Records excerpted from a collection
········

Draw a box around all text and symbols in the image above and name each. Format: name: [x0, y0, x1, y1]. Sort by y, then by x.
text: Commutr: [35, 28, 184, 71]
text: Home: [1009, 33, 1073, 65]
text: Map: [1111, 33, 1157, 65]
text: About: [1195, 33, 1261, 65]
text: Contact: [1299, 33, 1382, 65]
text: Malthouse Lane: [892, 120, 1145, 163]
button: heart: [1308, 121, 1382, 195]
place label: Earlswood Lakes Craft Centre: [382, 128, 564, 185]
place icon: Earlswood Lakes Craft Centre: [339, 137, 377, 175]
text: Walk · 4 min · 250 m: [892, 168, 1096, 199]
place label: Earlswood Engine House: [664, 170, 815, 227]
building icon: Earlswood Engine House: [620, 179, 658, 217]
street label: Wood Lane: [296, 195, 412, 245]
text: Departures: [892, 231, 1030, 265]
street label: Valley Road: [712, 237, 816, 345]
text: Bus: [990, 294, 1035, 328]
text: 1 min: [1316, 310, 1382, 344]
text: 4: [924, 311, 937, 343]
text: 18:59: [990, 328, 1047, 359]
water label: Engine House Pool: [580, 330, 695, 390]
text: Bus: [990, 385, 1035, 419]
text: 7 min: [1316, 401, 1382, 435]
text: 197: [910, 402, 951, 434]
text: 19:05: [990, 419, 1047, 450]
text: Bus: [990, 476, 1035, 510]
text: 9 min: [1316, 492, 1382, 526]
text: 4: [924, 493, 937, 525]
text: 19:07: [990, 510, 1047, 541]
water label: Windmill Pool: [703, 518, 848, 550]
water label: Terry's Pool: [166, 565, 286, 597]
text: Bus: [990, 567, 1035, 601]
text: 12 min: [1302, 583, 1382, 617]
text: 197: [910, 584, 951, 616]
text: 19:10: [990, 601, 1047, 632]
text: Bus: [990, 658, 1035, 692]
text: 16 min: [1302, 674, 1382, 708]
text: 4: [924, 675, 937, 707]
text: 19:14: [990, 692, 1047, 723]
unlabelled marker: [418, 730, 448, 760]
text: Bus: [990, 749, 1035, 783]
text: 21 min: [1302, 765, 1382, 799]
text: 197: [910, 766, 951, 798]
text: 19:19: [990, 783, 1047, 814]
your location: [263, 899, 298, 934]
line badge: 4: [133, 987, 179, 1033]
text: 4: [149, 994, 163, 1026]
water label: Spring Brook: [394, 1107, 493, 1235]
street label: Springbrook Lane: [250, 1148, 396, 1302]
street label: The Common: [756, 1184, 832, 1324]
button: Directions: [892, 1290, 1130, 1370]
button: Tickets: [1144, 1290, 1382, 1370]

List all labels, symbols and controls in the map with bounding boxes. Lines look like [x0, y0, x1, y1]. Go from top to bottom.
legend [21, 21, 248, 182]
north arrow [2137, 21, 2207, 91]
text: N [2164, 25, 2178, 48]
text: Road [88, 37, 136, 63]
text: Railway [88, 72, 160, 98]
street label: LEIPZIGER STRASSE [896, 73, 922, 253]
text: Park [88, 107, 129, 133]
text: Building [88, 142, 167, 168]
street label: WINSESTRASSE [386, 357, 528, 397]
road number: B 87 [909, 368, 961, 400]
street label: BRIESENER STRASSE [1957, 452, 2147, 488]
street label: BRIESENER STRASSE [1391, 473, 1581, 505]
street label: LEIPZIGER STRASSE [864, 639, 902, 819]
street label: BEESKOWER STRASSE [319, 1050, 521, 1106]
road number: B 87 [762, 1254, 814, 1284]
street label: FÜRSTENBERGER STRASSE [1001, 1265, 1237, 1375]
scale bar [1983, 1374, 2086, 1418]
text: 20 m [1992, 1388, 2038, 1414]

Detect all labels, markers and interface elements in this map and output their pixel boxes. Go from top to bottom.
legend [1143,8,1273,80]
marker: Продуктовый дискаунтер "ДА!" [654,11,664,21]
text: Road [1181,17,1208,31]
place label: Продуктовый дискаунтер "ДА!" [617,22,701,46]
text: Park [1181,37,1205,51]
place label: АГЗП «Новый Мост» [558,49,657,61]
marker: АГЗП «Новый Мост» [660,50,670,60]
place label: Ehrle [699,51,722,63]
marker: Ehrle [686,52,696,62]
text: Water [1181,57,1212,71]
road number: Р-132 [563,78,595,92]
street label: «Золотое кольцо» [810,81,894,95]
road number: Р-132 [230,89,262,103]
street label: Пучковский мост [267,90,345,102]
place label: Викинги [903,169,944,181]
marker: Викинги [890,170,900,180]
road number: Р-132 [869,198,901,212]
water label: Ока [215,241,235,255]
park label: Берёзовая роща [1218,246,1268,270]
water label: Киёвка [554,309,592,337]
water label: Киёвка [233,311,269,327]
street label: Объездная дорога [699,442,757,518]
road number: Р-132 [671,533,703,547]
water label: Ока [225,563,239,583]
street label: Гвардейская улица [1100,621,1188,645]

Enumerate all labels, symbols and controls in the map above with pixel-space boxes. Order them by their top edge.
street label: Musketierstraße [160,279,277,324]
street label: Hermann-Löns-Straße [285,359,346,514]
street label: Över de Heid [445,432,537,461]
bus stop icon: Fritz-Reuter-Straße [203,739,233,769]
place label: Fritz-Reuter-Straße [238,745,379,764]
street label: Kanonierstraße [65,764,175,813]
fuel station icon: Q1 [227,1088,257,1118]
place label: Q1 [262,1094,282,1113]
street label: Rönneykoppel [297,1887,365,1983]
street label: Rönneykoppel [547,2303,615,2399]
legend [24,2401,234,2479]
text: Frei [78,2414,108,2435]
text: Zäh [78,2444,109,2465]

········

Go through the data above and copy each line in which "button" appears.

button: heart: [1308, 121, 1382, 195]
button: Directions: [892, 1290, 1130, 1370]
button: Tickets: [1144, 1290, 1382, 1370]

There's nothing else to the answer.